Enhanced CT scan, gross morphology and microscopic appearance of the lesion. (a. cross-section view in CT scan). (b. coronal view in CT scan). (c. gross morphology of the large, well-defined, cystic lesion). (d. microscopic appearance showing cystic dilated bronchus and lung tissue (haematoxylin–eosin stain, 100 × magnification))

Fig. 2
figure 2

Surgery images. (a, b. the mass, arcus aortae, left atrial appendage). (c. postoperative surgical site). (d. heart). (e. left phrenic nerve, right atrial appendage). (f. right thoracic cavity)

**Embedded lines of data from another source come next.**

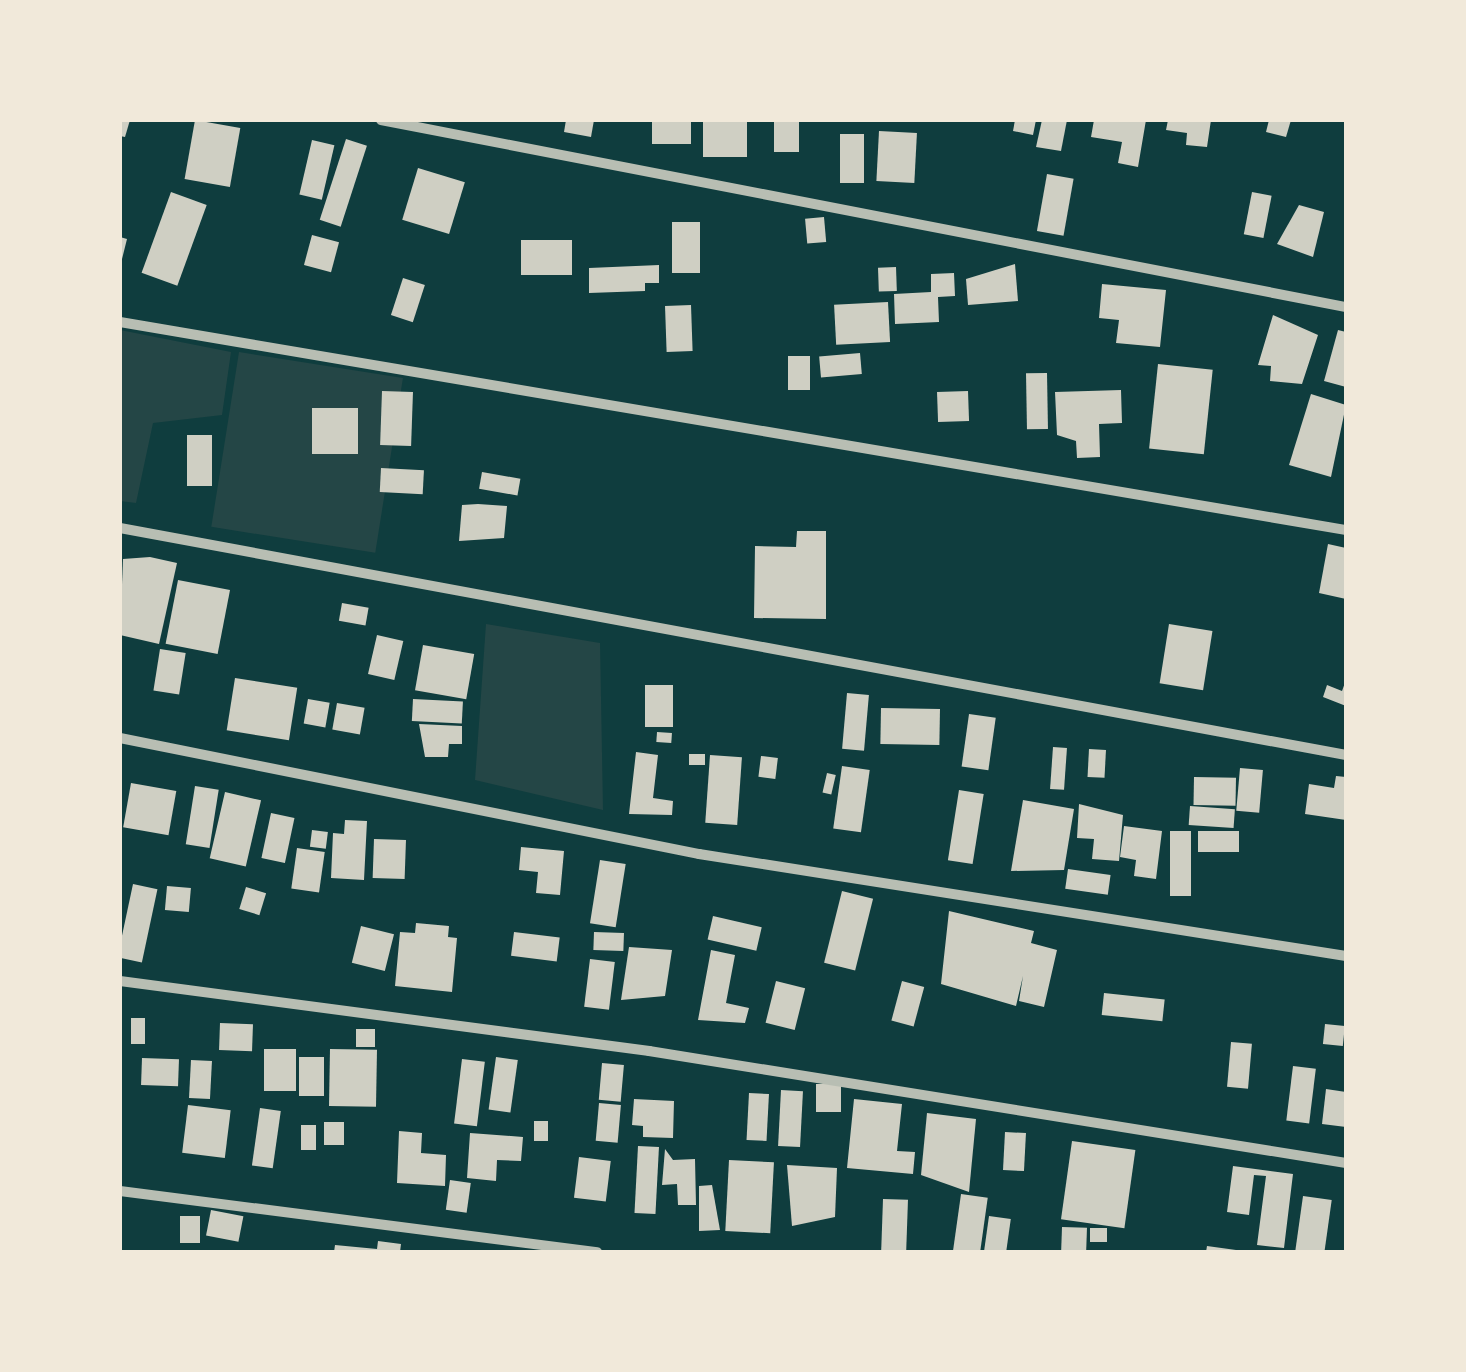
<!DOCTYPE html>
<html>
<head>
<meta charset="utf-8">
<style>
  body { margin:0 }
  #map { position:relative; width:1466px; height:1372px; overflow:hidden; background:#0f3d3e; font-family:"Varela Round",sans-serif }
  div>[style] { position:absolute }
  .green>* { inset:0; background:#244646; transform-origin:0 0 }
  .building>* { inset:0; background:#cfcfc3; transform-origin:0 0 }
  .minor>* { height:10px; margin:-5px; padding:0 5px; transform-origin:5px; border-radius:5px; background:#b8beb3 }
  span { translate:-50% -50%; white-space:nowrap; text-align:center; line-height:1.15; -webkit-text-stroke:9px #f1e9da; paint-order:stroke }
  .frame { position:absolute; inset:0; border:122px solid #f1e9da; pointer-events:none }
</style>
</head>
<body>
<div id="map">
  <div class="green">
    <i style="clip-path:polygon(120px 330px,231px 352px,222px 415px,153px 423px,136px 503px,120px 501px)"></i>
    <i style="left:239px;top:352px;width:166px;height:177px;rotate:9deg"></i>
    <i style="clip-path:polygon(486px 624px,600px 643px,603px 810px,475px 780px)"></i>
  </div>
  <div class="building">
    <i style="clip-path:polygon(120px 120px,130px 120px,125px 137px,120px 136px)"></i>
    <i style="left:195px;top:120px;width:46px;height:60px;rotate:10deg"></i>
    <i style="clip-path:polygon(566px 120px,594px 120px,591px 137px,564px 132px)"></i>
    <i style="left:652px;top:120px;width:39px;height:24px"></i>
    <i style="left:703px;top:120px;width:44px;height:37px"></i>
    <i style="left:774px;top:120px;width:25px;height:32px"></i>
    <i style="clip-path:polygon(1015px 120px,1036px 120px,1033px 135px,1013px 131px)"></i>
    <i style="clip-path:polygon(1042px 120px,1067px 120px,1061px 151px,1036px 147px)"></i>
    <i style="clip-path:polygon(1094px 120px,1146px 120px,1138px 167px,1118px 163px,1122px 142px,1091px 137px)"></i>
    <i style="clip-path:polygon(1168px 120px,1211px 120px,1207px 147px,1186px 145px,1187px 133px,1166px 130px)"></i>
    <i style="clip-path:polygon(1269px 120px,1291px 120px,1286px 137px,1266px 132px)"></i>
    <i style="left:879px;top:131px;width:38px;height:50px;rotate:3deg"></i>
    <i style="left:840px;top:134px;width:24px;height:49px"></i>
    <i style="left:346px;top:139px;width:22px;height:85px;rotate:18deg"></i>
    <i style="left:312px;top:140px;width:23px;height:56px;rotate:13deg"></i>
    <i style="left:418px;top:168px;width:49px;height:54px;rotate:17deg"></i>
    <i style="left:1047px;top:174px;width:27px;height:58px;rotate:10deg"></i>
    <i style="left:171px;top:192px;width:38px;height:86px;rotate:20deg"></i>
    <i style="left:1252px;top:192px;width:20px;height:43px;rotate:11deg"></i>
    <i style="clip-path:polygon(1299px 205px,1324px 212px,1313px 257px,1277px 244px)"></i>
    <i style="left:824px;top:217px;width:25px;height:19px;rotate:85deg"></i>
    <i style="left:672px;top:222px;width:28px;height:51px"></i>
    <i style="left:312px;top:235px;width:28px;height:31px;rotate:15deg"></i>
    <i style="clip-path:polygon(120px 237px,127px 239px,121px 263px,120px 263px)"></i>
    <i style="left:521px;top:240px;width:51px;height:35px"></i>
    <i style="clip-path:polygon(1015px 264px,1018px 301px,968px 305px,966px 279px)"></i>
    <i style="clip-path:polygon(659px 265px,659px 283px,645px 283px,645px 291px,589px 293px,589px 268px)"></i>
    <i style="left:896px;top:267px;width:24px;height:18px;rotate:88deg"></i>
    <i style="clip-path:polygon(954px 273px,955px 296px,938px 297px,939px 322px,895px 324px,894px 294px,931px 292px,931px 274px)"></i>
    <i style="left:403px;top:278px;width:23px;height:39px;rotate:18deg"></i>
    <i style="clip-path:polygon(1102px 284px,1166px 290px,1160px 347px,1116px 343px,1119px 320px,1099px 318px)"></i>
    <i style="left:888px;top:302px;width:40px;height:54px;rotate:87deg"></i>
    <i style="left:691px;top:305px;width:46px;height:26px;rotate:88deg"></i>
    <i style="clip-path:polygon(1273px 315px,1318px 335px,1302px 384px,1270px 381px,1271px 366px,1258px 365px)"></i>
    <i style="clip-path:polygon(1338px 330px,1346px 332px,1346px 387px,1324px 381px)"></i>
    <i style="left:860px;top:353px;width:21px;height:41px;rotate:85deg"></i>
    <i style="left:810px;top:356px;width:34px;height:22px;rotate:90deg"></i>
    <i style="left:1158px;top:364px;width:55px;height:85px;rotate:6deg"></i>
    <i style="left:1047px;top:373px;width:56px;height:21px;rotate:89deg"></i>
    <i style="clip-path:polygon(1121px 390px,1122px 423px,1099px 424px,1100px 457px,1077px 458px,1076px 441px,1057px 435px,1055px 392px)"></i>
    <i style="left:382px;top:391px;width:31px;height:54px;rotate:2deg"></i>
    <i style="left:968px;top:391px;width:30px;height:31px;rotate:88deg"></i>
    <i style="clip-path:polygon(1311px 394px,1346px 405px,1331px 477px,1289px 465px)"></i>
    <i style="left:358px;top:408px;width:46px;height:46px;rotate:90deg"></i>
    <i style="left:187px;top:435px;width:25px;height:51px"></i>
    <i style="left:381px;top:468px;width:43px;height:24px;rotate:3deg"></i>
    <i style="left:482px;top:472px;width:39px;height:17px;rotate:10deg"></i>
    <i style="clip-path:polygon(478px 504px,507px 506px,504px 538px,459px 541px,462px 505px)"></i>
    <i style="clip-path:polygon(797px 531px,826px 531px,826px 619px,754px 618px,755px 546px,796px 547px)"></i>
    <i style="clip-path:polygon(1328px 544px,1346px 548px,1346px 599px,1319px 593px)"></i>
    <i style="clip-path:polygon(150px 557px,177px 563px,159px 644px,120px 635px,123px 559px)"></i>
    <i style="left:178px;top:580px;width:53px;height:65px;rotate:11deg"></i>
    <i style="left:342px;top:603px;width:27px;height:18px;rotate:10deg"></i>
    <i style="left:1169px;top:624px;width:44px;height:60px;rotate:9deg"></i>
    <i style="left:377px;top:635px;width:27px;height:40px;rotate:13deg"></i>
    <i style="left:423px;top:645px;width:52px;height:46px;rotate:10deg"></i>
    <i style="left:160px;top:649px;width:26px;height:42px;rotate:9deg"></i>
    <i style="left:235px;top:678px;width:63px;height:53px;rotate:9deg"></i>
    <i style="clip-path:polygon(1346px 680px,1346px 706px,1323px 697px,1327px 685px,1342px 691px)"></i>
    <i style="left:645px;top:685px;width:28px;height:42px"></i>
    <i style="left:847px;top:693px;width:22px;height:56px;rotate:5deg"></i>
    <i style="left:308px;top:699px;width:22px;height:25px;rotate:10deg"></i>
    <i style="left:413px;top:699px;width:50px;height:22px;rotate:3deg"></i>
    <i style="left:337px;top:703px;width:28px;height:27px;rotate:10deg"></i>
    <i style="left:881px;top:708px;width:59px;height:36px;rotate:1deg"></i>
    <i style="left:969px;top:714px;width:27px;height:53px;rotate:8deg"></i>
    <i style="clip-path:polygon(419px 724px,462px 726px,462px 744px,449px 744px,448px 757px,425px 757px)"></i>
    <i style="left:657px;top:732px;width:15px;height:10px;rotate:4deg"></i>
    <i style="left:1053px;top:747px;width:14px;height:42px;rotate:4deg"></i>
    <i style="left:1089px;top:749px;width:17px;height:28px;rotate:3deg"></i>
    <i style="clip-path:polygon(636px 752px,658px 755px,653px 798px,673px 801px,672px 815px,629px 814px)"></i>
    <i style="left:689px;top:754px;width:16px;height:11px"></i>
    <i style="left:710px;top:755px;width:32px;height:68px;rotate:4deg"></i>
    <i style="left:761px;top:756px;width:17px;height:21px;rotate:7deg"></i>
    <i style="left:842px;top:766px;width:28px;height:63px;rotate:8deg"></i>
    <i style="left:1240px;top:768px;width:23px;height:43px;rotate:5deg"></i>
    <i style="left:827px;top:773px;width:9px;height:20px;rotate:13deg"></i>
    <i style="clip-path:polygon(1336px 776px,1346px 777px,1346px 820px,1305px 814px,1309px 784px,1334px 788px)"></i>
    <i style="left:1194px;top:777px;width:42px;height:28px;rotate:1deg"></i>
    <i style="left:131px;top:783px;width:46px;height:45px;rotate:10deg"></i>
    <i style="left:195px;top:786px;width:24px;height:59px;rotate:9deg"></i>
    <i style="left:959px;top:790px;width:25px;height:71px;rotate:9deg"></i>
    <i style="left:225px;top:792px;width:37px;height:68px;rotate:13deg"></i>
    <i style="clip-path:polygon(1023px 800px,1074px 809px,1064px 870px,1011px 871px)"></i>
    <i style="clip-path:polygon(1079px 804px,1123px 815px,1119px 861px,1092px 859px,1094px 839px,1077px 838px)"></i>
    <i style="left:1190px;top:806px;width:45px;height:19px;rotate:4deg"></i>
    <i style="left:271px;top:813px;width:24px;height:46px;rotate:12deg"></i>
    <i style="clip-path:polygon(345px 820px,367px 821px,364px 880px,331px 878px,333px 833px,344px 834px)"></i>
    <i style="clip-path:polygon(1124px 826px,1162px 831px,1156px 879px,1134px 876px,1136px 860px,1120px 857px)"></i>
    <i style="left:312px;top:830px;width:16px;height:17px;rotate:7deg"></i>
    <i style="left:1170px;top:831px;width:21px;height:65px"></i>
    <i style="left:1198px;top:831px;width:41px;height:21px"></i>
    <i style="left:374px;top:839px;width:32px;height:39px;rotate:2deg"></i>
    <i style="clip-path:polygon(521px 847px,564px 851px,560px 895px,536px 893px,538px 872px,519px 870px)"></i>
    <i style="left:297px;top:848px;width:28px;height:41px;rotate:8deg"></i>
    <i style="left:600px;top:860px;width:26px;height:64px;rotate:9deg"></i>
    <i style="left:1068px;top:869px;width:43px;height:20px;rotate:8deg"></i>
    <i style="left:133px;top:884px;width:25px;height:75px;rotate:12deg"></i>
    <i style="left:167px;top:886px;width:24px;height:24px;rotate:5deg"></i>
    <i style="left:246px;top:887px;width:21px;height:23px;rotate:17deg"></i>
    <i style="left:842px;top:891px;width:32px;height:74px;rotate:14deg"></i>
    <i style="clip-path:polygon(949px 911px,1034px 931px,1031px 943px,1057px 950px,1044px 1007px,1019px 1001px,1023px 976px,1016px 1006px,941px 984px)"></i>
    <i style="left:713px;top:916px;width:50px;height:24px;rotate:13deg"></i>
    <i style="clip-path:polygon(416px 923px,449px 926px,448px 937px,457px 938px,452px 992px,395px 986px,400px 932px,415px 933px)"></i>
    <i style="left:361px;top:926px;width:34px;height:38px;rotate:14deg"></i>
    <i style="left:514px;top:932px;width:46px;height:24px;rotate:7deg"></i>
    <i style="left:594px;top:932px;width:30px;height:18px;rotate:2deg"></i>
    <i style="clip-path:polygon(629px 947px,672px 950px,665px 996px,621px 1000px)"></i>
    <i style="clip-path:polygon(711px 950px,735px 955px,726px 1003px,749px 1008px,745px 1023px,698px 1020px)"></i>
    <i style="left:590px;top:959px;width:25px;height:48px;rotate:7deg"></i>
    <i style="left:776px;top:981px;width:30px;height:43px;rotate:14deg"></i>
    <i style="left:902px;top:981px;width:23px;height:41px;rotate:15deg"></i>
    <i style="left:1104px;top:993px;width:61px;height:22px;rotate:6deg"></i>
    <i style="left:131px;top:1018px;width:14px;height:26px"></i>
    <i style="left:220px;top:1023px;width:33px;height:27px;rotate:2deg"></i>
    <i style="left:1325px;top:1024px;width:20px;height:20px;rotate:6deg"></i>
    <i style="left:356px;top:1029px;width:19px;height:18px"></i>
    <i style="left:1231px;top:1042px;width:21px;height:45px;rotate:5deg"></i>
    <i style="left:264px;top:1049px;width:32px;height:42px"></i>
    <i style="left:330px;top:1049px;width:47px;height:57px;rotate:1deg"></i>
    <i style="left:299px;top:1057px;width:25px;height:39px"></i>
    <i style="left:496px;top:1057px;width:22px;height:53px;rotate:8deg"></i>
    <i style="left:142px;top:1058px;width:37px;height:27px;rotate:2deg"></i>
    <i style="left:462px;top:1059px;width:23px;height:65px;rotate:7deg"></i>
    <i style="left:191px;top:1060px;width:21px;height:38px;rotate:3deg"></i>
    <i style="left:602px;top:1063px;width:22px;height:37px;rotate:5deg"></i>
    <i style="left:1293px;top:1066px;width:23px;height:55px;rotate:7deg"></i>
    <i style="left:841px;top:1084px;width:28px;height:25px;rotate:90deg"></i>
    <i style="clip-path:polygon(1326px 1089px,1346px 1092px,1346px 1127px,1322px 1124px)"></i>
    <i style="left:781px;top:1090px;width:22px;height:56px;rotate:3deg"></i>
    <i style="left:749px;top:1093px;width:20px;height:47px;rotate:3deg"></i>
    <i style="clip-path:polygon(634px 1099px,674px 1101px,673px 1138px,643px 1137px,643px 1126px,632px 1125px)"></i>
    <i style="clip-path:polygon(854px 1099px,902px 1104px,897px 1151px,915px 1152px,913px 1174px,847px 1168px)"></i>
    <i style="left:599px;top:1103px;width:22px;height:38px;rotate:5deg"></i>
    <i style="left:188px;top:1105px;width:43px;height:48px;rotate:7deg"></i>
    <i style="left:260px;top:1108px;width:21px;height:58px;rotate:8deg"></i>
    <i style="clip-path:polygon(927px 1113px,976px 1119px,969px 1192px,921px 1175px)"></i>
    <i style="left:534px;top:1121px;width:14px;height:20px"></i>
    <i style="left:324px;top:1122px;width:20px;height:23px"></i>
    <i style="left:301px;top:1125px;width:15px;height:25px"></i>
    <i style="clip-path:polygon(399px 1131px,422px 1133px,421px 1153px,446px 1155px,445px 1186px,397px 1183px)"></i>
    <i style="left:1005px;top:1132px;width:21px;height:38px;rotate:3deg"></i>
    <i style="clip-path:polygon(470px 1133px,523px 1137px,521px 1161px,497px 1160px,496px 1181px,467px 1178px)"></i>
    <i style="left:1072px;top:1141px;width:64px;height:79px;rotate:8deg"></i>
    <i style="left:638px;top:1146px;width:21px;height:67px;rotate:3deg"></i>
    <i style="clip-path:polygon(665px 1149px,673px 1160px,695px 1159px,696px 1205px,678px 1205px,677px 1184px,662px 1185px)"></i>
    <i style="left:579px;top:1157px;width:32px;height:41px;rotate:7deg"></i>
    <i style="left:729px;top:1160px;width:45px;height:71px;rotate:3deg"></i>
    <i style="clip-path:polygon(787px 1165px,837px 1168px,835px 1217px,792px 1226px)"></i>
    <i style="clip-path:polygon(1233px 1166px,1293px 1174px,1284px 1248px,1257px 1245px,1266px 1176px,1254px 1175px,1249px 1215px,1227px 1212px)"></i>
    <i style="left:450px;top:1180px;width:21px;height:30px;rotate:8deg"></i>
    <i style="clip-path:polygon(712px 1185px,720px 1230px,699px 1231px,699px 1186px)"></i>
    <i style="left:961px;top:1194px;width:27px;height:59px;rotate:8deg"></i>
    <i style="left:1303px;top:1196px;width:29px;height:57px;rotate:8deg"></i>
    <i style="left:883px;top:1199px;width:25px;height:53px;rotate:2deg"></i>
    <i style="left:211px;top:1210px;width:33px;height:26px;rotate:11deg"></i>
    <i style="left:180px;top:1216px;width:20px;height:27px"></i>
    <i style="left:989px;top:1216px;width:22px;height:36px;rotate:8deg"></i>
    <i style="left:1062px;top:1227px;width:25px;height:25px;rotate:2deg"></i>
    <i style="left:1090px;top:1228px;width:17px;height:14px"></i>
    <i style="clip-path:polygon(378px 1241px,401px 1244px,400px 1252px,334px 1252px,335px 1245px,377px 1249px)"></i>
    <i style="clip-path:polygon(1207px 1246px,1236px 1250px,1235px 1252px,1206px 1252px)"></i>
  </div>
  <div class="minor">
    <i style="left:381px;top:120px;width:983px;rotate:10.97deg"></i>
    <i style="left:120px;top:322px;width:1244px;rotate:9.63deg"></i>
    <i style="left:120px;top:528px;width:1247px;rotate:10.49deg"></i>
    <i style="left:120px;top:738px;width:591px;rotate:11.33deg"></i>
    <i style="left:699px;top:854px;width:655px;rotate:8.96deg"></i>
    <i style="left:120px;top:981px;width:534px;rotate:7.54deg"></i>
    <i style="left:649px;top:1051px;width:706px;rotate:9.13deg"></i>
    <i style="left:120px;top:1191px;width:481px;rotate:7.3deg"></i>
  </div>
  <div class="frame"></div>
</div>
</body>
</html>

Discussion and conclusions

ELS usually occurs between left lower lobe and diaphragm [2]. It mostly manifests in infancy stage and approximately 60% of ELS is associated with other congenital abnormalities, such as foregut malformations and cardiac anomalies [3]. In our case, the patient is a young adult woman with a mass located in superior anterior mediastinum, which is particularly unusual in gender, onset age and pathogenic site. Moreover, she also has concurrent CAP and ASD. Only three cases about ELS accompanied by CAP have been reported up to now [4,5,6]. Our case is the first to report ELS, CAP and ASD at the same time. The association between pathogenesis of ELS, CAP and ASD has not been clarified yet.Clinical manifestation of ELS include non-specific symptoms due to secondary pulmonary infection, mass effect and congenital anomalies-related symptoms. There are also a few asymptomatic patients having been diagnosed incidentally [2]. Our patient had no signs of infection and her symptoms were most probably attributable to mass effect. According to the rarity of ELS, higher prevalence of cystic teratoma in young women, and nonspecific results of her enhanced CT, we regarded cystic teratoma as the first preoperative diagnosis. CAP can be ignored preoperatively even if we have done enhanced CT. The thin fat layer in that position makes it difficult to discover CAP from enhanced CT. But enhanced CT can actually offer some significant evidence, such as levorotation of heart and interposition of lung tissue in regions of absent pericardium, including anterior space between aorta and pulmonary artery. With those signs, cardiac magnetic resonance imaging is a recommended choice, regarded as gold standard [7]. Regretfully, there is not any significant signs either in this patient.

Surgical resection remains the standard treatment for ELS. To symptomatic patients, such as infection or hemoptysis, confine operation is recommended. To asymptomatic patients, selective surgery can be performed under regularly monitoring. Of uncertain cases, surgery is also a proper way to identify uncertain cases [1, 2, 8]. Video-assisted thoracoscopic surgery is as effective and safe as thoracotomy for ELS [1, 8]. For our patient, we only performed a video-assisted thoracoscopic surgery mediastinal cystectomy and did not interfere with CAP and ASD.In conclusion, ELS may be combined with CAP and ASD at the same time. Its preoperative diagnostic rate remains quite low due to nonspecific imaging manifestations. Asymptomatic CAP is also difficult to be discovered. A cardiac magnetic resonance imaging is highly recommended if there are indirect signs. An operation should be performed when diagnose is certain. The most common treatment is regular observation to asymptomatic CAP and ASD. For patients with the complete bilateral or complete left-sided absence of the pericardium, no treatment is indicated [9]. According to the guideline of European Society of Cardiology, We suggested the Interventional therapy for the patient after operation. But the patient refused for her own consideration, we will continue to track the patient’s condition in our clinic.